Indeed, in 2011 the government negotiated a deal with Switzerland apparently meant to “tackle offshore tax evasion”, which included immunity from prosecution for HSBC bankers. The man who brokered this deal, Dave Hartnett, at the time Permanent Secretary for Tax at HMRC, later stepped down from his post after being accused of making “sweetheart deals” with multinational firms, giving them huge tax cuts. In January 2013, he was then given a job as a special advisor at HSBC!

For workers’ control of the banks and big business!

Even if bank bosses are not fully aware that super-rich Saudis with direct links to Al-Qaeda or Mexican drug cartels have been laundering money through their accounts, or that more than $100bn went missing from tax revenues around the world in just three years, which is highly dubious, their negligence is born out of the system - a system that their friends in the Tory Party are there to defend. Their insatiable drive for profit, for broadening the quantity of assets at their disposal, the number of fingers they have in the number of pies, makes all other concerns incomparably secondary. HSBC bosses didn’t care who their Swiss bank was catering for, as long as the flow of capital was greater and they were getting richer. This is a symptom of the disease of capitalism: regulation can never be a priority where there are profits to be made.

Ed Miliband is right to draw attention to the Tories’ close ties with big business and the banking sector; Labour MPs are right to put questions about Lord Green to the Prime Minister. But if these things are to beyond the pantomime charades typical of Parliament then there must be calls for the nationalisation of the banks under democratic workers’ control. It has already been established that the ground swell of public opinion in Britain is in favour of re-nationalising rail and energy companies.

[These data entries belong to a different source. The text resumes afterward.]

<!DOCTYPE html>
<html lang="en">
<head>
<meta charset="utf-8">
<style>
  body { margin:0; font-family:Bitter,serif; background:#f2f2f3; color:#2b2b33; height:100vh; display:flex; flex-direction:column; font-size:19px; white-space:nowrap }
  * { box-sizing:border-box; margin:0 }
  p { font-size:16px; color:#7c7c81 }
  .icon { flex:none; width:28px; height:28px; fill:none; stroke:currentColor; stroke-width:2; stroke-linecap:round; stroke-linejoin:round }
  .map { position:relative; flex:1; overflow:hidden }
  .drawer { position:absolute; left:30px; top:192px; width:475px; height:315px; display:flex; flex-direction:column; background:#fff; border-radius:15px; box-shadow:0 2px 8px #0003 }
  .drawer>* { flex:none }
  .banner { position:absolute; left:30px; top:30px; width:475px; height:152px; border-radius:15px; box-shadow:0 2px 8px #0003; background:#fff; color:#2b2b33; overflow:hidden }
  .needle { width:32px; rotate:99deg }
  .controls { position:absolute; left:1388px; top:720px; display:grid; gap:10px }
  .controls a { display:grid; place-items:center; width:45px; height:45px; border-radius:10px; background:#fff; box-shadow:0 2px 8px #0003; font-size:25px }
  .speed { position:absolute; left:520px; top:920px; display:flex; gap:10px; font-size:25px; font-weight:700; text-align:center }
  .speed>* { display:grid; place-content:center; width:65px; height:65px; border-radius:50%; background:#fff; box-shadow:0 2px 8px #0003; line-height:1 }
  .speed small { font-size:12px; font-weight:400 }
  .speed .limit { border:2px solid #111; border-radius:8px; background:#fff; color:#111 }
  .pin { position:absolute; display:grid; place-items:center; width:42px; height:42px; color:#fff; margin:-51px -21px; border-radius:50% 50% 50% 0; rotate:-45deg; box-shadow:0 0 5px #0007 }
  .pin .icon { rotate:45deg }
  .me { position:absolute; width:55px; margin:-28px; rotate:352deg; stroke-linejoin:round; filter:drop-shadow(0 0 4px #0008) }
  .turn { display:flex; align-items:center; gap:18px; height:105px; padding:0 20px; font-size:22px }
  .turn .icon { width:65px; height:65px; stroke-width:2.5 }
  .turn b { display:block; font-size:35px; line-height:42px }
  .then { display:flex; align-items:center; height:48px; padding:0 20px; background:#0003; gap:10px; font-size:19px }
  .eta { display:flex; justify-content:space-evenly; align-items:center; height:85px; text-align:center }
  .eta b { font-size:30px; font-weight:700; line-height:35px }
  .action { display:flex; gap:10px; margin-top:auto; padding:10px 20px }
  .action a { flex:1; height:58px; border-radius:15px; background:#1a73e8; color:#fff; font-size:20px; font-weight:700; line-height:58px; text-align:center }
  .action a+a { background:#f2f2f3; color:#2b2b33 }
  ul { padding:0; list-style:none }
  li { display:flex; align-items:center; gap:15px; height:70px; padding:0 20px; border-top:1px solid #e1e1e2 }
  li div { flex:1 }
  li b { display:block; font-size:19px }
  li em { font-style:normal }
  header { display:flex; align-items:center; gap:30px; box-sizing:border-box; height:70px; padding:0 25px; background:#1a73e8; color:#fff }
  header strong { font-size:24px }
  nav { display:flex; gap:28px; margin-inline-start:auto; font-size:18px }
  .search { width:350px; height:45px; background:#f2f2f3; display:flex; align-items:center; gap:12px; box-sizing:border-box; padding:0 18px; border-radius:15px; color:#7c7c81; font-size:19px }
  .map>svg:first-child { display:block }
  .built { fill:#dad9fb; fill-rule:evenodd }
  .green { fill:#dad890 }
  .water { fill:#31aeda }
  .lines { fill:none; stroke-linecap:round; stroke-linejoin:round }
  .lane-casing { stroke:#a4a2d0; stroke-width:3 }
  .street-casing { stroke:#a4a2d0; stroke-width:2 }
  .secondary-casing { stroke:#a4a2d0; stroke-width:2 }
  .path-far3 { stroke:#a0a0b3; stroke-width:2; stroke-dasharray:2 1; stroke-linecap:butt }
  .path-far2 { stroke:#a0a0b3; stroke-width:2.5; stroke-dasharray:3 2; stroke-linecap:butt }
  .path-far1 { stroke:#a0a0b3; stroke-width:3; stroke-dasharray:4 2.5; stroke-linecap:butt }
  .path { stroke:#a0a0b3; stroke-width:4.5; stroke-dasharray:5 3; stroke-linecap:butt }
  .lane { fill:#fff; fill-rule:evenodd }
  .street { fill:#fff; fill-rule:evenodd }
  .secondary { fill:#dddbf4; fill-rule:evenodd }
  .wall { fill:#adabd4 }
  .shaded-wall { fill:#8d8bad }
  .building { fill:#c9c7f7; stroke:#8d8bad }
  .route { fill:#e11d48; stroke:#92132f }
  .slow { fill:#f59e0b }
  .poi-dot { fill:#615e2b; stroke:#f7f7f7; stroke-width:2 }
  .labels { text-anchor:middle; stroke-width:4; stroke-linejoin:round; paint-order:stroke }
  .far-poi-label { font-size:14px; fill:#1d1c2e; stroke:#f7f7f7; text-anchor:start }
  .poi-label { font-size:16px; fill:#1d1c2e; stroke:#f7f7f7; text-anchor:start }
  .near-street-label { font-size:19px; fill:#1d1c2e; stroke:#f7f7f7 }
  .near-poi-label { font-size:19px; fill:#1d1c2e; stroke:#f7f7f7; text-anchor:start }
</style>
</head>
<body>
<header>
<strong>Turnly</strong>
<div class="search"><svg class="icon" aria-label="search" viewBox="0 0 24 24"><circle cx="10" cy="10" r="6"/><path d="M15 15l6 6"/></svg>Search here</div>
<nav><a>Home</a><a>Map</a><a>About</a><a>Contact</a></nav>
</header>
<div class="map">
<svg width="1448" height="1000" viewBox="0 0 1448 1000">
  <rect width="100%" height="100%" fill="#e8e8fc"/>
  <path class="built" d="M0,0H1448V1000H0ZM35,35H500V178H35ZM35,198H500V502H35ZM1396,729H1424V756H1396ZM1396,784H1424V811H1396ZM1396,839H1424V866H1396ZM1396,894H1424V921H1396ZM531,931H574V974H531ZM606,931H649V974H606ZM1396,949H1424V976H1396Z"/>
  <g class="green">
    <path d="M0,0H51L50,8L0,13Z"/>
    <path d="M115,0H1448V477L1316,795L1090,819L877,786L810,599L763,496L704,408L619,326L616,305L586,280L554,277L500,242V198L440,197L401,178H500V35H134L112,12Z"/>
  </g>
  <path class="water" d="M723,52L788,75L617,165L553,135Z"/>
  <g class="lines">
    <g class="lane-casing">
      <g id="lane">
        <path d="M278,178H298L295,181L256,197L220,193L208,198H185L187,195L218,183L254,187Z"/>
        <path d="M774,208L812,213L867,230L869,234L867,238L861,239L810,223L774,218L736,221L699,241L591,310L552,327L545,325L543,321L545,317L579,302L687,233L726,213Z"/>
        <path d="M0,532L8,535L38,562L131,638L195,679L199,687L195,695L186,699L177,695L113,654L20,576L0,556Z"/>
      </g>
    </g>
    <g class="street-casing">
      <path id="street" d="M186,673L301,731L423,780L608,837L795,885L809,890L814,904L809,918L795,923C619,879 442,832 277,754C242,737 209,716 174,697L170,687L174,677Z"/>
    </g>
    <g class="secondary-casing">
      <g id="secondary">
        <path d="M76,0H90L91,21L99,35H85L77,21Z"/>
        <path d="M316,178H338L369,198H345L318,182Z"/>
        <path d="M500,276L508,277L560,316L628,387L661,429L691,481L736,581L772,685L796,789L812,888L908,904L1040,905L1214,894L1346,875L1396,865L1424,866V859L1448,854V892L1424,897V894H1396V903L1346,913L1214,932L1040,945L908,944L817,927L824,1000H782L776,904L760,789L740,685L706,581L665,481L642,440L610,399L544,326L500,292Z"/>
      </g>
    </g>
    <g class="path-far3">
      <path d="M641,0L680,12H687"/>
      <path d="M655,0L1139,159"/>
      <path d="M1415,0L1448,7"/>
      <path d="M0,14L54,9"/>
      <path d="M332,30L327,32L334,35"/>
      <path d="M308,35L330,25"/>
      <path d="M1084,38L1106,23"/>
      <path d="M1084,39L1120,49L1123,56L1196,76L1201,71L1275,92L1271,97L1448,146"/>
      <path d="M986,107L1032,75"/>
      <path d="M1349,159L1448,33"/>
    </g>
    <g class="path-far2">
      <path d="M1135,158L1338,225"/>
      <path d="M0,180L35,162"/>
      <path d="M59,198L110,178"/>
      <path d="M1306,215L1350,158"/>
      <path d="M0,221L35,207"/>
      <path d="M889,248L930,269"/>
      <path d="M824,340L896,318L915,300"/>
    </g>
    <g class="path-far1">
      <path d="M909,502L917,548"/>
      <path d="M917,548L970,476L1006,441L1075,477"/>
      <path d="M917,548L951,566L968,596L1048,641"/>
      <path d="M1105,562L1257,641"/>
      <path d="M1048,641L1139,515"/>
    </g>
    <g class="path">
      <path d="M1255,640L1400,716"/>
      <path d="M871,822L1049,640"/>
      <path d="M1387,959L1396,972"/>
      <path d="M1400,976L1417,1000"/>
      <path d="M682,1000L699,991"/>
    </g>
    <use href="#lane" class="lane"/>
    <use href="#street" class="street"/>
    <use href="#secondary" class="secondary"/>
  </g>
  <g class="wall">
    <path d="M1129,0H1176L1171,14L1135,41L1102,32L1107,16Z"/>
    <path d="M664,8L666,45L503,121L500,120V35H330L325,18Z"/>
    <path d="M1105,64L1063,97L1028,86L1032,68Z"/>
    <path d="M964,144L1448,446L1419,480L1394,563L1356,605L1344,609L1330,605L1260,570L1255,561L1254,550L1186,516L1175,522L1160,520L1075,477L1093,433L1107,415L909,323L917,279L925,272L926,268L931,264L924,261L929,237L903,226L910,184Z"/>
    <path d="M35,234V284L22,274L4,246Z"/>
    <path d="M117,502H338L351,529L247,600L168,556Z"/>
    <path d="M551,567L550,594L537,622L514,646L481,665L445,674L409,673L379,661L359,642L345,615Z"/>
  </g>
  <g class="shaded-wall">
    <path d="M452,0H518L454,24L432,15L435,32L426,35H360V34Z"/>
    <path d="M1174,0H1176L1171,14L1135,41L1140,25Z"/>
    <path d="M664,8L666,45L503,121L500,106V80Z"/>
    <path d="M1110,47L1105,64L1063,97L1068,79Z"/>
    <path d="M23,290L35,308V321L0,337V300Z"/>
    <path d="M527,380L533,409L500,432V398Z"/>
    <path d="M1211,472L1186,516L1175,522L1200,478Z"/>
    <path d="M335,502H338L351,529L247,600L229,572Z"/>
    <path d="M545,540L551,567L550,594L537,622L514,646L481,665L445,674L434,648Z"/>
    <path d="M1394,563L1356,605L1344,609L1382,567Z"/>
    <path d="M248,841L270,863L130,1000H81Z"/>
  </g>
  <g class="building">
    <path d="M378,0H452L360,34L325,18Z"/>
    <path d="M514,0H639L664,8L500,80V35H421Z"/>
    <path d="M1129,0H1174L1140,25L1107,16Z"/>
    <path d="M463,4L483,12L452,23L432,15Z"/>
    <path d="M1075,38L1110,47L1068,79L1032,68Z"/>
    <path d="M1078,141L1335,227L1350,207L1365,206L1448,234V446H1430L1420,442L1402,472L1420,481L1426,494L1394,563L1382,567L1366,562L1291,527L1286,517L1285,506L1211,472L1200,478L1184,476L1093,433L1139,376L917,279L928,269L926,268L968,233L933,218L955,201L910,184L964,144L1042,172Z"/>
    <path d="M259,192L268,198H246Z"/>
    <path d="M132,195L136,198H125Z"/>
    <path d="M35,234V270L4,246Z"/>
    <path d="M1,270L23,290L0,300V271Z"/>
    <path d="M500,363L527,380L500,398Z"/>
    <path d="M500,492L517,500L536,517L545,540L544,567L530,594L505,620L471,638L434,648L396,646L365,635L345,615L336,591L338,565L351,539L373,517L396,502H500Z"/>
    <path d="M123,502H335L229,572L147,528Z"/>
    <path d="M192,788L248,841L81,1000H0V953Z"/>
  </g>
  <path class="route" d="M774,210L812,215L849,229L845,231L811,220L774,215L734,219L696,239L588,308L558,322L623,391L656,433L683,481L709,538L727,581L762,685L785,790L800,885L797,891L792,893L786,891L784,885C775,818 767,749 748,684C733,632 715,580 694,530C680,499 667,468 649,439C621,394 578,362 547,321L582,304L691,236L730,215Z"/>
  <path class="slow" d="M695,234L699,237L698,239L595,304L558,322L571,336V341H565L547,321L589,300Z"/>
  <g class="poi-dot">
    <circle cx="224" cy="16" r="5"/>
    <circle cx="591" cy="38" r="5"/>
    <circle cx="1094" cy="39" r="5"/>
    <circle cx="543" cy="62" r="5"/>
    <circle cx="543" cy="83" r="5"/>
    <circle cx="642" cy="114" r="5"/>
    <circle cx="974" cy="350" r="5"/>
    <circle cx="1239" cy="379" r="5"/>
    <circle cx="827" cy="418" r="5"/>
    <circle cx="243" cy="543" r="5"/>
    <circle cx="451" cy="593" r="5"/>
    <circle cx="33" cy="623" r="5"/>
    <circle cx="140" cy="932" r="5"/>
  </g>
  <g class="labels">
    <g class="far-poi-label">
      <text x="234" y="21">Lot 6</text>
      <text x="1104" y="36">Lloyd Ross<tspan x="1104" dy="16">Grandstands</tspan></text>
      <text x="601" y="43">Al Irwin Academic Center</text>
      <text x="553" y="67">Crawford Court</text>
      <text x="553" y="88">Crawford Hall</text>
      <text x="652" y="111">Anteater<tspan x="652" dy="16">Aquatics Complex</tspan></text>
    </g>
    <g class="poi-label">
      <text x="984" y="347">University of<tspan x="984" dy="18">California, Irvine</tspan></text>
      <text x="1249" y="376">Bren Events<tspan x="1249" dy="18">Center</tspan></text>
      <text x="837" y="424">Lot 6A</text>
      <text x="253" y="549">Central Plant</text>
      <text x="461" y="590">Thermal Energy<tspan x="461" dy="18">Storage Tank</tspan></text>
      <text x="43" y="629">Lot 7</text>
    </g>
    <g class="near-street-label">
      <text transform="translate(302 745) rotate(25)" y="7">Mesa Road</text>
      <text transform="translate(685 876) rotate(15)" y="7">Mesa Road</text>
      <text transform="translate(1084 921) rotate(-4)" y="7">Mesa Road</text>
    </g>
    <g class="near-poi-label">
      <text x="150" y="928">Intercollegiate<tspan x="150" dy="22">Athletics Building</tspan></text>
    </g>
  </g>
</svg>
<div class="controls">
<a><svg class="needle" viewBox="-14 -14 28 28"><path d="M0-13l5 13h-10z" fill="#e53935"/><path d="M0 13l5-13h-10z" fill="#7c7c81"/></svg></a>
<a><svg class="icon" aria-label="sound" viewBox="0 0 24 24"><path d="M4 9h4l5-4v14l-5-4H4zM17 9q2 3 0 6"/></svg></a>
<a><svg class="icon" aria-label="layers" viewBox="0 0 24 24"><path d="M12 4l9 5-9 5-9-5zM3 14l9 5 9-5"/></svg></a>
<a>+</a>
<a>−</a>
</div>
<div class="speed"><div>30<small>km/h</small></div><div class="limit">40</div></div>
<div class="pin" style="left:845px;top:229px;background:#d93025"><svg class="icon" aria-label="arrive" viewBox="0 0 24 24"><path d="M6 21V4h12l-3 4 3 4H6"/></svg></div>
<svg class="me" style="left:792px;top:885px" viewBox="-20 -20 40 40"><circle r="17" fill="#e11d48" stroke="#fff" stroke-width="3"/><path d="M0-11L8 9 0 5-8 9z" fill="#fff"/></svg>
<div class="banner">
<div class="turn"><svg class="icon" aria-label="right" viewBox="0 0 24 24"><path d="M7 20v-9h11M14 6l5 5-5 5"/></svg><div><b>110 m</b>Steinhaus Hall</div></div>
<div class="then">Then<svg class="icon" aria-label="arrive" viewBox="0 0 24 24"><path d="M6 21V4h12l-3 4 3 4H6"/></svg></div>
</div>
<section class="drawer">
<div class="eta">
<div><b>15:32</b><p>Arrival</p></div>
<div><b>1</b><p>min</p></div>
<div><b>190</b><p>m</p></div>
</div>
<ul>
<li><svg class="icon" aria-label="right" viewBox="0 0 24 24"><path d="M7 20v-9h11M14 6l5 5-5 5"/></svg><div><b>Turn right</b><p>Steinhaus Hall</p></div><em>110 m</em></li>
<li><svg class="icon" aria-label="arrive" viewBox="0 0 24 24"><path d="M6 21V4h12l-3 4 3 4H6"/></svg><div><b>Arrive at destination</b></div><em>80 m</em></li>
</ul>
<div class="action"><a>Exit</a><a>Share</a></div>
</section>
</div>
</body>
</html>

In the wake of these latest galling revelations there has never been a better opportunity to place this opinion on a concrete basis: to demand that the banks and their assets become property of the people; that account books are opened to the general public, and those found to have broken the law are brought to justice; and that the vast sums of wealth currently being withheld by these private institutions and individuals be taken into public ownership and reinvested in a better society for the majority to whom these scandals are completely alien and repulsive.